NEVER has three million sq km of water caused so much trouble to so many as the South China Sea has.
One would have thought that the Permanent Court of Arbitration’s (PCA) ruling on July 12, 2016 against China’s “nine-dash line” claim would have put an end to it. Not so for China. And the reason is simple.
The PCA ruled: there was no legal basis for China to claim historic rights within the sea areas falling within the “nine-dash line.”
The nine-dash line — literally nine dashes stretching south from China and encircling almost all of the South China Sea — is based on a map drawn in 1940.
The narrative behind the cartography is that the Chinese have been roaming the South China Sea since the Ming Dynasty. This the United Nations Convention on the Law of the Sea (UNCLOS) does not support.
The PCA’s ruling, it must be said, is a correct reading of international maritime laws.
There is a more bizarre reason for China’s claim. Beijing says the mere fact that the body of water is named South China Sea shows that it belongs to China.
This is troubling, not just to the best of the maritime legal minds around the world, but to the long-established concept of sovereignty.
Dr Mohd Hazmi Mohd Rusli, an associate professor of law at Universiti Sains Islam Malaysia who has written extensively on UNCLOS, says China’s argument doesn’t hold water.

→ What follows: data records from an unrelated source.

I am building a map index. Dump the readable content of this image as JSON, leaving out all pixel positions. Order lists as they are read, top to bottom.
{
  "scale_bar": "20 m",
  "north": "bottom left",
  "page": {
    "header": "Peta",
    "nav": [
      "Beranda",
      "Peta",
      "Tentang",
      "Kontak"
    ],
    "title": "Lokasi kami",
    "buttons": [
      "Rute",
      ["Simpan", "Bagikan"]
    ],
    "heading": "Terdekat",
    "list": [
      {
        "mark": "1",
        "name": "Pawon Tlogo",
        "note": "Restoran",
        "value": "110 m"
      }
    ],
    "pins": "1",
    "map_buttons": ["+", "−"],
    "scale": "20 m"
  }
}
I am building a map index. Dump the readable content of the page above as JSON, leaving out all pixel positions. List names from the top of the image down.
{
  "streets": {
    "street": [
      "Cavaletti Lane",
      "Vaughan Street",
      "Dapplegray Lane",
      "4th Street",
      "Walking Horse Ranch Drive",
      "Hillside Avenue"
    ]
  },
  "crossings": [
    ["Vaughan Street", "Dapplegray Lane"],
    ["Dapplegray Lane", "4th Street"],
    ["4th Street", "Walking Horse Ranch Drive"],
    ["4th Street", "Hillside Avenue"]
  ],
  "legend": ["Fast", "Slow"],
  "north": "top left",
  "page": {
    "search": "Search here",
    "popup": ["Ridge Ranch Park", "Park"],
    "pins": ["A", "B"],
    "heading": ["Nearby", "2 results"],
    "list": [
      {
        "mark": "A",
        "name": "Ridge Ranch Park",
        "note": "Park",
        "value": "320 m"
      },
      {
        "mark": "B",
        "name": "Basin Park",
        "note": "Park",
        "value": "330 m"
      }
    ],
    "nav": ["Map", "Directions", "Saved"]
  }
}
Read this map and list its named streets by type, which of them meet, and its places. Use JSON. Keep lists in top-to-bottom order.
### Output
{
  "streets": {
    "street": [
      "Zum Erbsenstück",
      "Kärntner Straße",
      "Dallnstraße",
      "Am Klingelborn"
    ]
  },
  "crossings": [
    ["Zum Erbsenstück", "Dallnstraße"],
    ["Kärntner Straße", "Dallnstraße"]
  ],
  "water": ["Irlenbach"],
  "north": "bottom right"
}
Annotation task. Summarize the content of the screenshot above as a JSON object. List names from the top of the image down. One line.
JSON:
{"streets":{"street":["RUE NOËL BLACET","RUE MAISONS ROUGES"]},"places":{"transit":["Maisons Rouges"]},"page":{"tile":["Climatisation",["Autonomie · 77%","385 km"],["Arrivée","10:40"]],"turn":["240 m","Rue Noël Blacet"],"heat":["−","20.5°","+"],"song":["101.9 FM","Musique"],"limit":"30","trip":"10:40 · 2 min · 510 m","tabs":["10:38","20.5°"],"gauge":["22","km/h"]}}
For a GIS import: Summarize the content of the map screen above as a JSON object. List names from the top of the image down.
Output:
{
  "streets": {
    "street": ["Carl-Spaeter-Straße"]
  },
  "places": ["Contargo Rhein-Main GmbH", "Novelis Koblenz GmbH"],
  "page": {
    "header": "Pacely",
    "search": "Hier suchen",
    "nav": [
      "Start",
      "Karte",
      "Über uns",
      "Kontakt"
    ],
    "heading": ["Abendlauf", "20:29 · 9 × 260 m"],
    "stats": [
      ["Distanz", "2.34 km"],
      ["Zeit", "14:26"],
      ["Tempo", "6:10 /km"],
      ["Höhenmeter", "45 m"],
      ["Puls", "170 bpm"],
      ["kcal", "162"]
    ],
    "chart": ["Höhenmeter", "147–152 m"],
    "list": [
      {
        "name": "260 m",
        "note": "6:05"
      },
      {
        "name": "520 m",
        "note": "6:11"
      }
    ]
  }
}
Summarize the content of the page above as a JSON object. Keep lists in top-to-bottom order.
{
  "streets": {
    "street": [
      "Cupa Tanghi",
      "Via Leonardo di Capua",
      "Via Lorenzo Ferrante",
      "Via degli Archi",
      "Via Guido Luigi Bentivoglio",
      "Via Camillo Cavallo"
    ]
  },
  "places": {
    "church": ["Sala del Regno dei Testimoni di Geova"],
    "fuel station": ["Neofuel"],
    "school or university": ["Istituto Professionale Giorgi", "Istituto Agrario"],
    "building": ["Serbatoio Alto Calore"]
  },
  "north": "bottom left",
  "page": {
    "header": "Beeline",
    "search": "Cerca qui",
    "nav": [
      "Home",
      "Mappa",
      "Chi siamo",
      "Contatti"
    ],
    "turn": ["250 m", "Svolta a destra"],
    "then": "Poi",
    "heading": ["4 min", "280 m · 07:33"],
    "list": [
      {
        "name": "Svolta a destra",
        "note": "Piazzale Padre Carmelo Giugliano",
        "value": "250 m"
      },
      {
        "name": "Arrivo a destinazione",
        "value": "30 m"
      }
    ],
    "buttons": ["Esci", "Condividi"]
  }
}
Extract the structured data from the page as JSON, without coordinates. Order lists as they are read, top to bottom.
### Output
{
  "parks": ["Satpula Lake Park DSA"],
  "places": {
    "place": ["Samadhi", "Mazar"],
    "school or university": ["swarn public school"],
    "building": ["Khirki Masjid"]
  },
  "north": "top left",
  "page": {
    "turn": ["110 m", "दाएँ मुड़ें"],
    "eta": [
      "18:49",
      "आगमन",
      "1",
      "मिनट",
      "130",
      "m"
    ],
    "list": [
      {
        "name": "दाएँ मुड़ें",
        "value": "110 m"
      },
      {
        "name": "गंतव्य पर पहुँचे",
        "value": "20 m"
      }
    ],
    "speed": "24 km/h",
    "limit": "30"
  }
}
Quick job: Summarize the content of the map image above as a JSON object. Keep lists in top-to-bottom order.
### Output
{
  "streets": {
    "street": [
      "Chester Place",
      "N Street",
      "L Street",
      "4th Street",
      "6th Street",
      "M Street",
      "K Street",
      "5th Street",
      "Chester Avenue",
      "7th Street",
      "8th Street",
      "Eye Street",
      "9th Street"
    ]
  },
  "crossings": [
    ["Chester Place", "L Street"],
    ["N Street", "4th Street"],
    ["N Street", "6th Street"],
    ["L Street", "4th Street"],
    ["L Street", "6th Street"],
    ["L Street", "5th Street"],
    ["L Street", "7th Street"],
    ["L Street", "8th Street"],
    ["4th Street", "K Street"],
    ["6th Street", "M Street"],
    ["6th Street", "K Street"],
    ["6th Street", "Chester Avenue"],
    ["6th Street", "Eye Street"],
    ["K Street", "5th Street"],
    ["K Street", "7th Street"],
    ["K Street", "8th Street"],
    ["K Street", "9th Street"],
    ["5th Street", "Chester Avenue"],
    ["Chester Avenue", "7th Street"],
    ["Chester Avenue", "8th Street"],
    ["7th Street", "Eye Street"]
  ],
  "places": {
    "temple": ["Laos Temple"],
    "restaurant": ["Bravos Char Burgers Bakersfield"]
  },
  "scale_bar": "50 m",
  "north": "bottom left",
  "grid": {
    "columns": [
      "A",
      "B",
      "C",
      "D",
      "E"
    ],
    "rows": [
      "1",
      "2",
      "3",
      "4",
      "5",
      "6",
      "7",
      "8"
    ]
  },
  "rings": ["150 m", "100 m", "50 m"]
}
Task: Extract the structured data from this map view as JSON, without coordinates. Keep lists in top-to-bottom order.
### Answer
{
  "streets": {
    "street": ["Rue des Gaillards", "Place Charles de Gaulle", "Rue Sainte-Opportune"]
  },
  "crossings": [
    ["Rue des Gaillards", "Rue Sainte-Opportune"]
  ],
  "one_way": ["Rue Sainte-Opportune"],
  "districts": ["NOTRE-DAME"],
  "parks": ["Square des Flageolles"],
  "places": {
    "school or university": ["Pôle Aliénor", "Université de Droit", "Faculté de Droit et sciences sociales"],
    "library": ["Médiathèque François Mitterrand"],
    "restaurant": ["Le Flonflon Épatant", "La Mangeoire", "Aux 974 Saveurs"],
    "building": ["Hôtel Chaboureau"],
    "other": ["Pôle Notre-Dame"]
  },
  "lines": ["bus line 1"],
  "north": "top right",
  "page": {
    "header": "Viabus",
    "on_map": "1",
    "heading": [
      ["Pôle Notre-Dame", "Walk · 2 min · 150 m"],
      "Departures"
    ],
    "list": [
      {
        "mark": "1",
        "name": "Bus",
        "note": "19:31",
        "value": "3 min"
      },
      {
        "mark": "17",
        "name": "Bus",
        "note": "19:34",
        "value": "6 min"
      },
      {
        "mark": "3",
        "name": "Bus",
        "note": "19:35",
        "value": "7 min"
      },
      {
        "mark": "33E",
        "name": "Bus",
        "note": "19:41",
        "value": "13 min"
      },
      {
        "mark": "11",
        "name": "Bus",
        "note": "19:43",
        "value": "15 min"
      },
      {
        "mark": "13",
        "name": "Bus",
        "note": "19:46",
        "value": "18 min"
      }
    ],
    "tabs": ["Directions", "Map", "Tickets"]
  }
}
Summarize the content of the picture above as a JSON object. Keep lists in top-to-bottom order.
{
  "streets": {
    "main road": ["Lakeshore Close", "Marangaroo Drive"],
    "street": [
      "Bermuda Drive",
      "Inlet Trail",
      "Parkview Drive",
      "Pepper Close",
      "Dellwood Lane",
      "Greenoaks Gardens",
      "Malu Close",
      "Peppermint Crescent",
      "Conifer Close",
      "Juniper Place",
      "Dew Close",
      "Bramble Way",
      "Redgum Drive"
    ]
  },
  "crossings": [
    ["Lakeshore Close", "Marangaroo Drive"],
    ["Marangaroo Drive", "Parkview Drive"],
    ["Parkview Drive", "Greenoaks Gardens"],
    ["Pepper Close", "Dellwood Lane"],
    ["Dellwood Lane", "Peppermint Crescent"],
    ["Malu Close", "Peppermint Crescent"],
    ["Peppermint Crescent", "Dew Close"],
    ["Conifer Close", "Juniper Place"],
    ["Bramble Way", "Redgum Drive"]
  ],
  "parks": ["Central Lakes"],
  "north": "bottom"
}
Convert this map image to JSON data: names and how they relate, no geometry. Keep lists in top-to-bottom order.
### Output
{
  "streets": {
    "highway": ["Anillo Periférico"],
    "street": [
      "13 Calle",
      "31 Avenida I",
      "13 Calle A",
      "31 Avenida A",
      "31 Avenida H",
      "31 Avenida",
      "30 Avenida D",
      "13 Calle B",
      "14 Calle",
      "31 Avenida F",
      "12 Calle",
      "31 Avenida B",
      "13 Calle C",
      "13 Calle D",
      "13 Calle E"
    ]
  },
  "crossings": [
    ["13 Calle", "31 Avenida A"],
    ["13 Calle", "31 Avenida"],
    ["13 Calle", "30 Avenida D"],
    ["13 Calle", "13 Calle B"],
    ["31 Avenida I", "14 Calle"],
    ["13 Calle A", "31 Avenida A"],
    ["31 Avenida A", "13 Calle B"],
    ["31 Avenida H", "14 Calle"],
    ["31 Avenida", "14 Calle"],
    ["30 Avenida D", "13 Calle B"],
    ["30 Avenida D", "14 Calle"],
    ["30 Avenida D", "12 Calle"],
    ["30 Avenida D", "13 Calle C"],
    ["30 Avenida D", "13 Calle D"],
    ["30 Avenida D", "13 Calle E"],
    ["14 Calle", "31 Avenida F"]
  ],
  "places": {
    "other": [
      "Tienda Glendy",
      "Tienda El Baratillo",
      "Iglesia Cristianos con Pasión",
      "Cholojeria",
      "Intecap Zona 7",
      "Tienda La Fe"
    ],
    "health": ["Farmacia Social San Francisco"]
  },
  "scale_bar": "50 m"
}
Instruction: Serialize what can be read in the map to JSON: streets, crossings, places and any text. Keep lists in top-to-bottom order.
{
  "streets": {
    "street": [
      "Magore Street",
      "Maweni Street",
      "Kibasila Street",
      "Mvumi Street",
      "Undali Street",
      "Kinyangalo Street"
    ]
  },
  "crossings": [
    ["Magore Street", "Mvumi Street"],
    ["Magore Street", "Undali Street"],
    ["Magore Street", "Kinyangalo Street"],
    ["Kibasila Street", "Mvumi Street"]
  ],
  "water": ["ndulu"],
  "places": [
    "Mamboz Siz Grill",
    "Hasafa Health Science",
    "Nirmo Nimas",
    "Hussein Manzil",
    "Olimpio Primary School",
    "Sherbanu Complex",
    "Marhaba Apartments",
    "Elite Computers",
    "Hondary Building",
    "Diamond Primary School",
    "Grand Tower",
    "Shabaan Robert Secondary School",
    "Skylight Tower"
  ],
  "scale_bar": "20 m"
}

If we follow China’s argument to its logical conclusion, he argues, “then the Straits of Malacca should belong to Malaysia, Straits of Singapore to Singapore, the Indian Ocean to India and the Persian Gulf to Iran.”
Talk of turning the concept of sovereignty on its head!
The New Sunday Times yesterday frontpaged Malaysia’s maritime claim thus: ‘Spratlys Irrefutably Ours’.
There are reasons aplenty for this screaming headline. And they are all within the four corners of UNCLOS. Let’s just take three.
Article 3 of UNCLOS makes it very clear that a coastal state can claim up to 12 nautical miles (about 22km) of territorial sea from the baseline of its coast.
Here the coastal state has absolute sovereignty over the territorial sea which consists of the seabed and marine waters.
UNCLOS also allows any coastal state to claim up to 200 nautical miles (370km) of Exclusive Economic Zone (EEZ), otherwise known as the fishing zone.
Unlike the territorial sea, the EEZ doesn’t come with the sea bed. For this we have to turn to what UNCLOS calls the “continental shelf.” Here like in the EEZ, a coastal state can exercise sovereign rights (as opposed to sovereignty over territorial sea) to extract minerals from the seabed up to 200 nautical miles of the continental shelf .
This is the very same law that gives Malaysia the right to stake its claim to Spratlys. All the signatories to UNCLOS must abide by it.
Are the Spratlys irrefutably ours? Unmistakably so, is our response. Yes, the constellation of more than 750 islands, cays, reefs and shoals that make up the Spratlys archipelago is unambiguously Malaysia’s.
Because every one of it is within the 200 nautical-mile limit of Malaysia’s EEZ and continental shelf.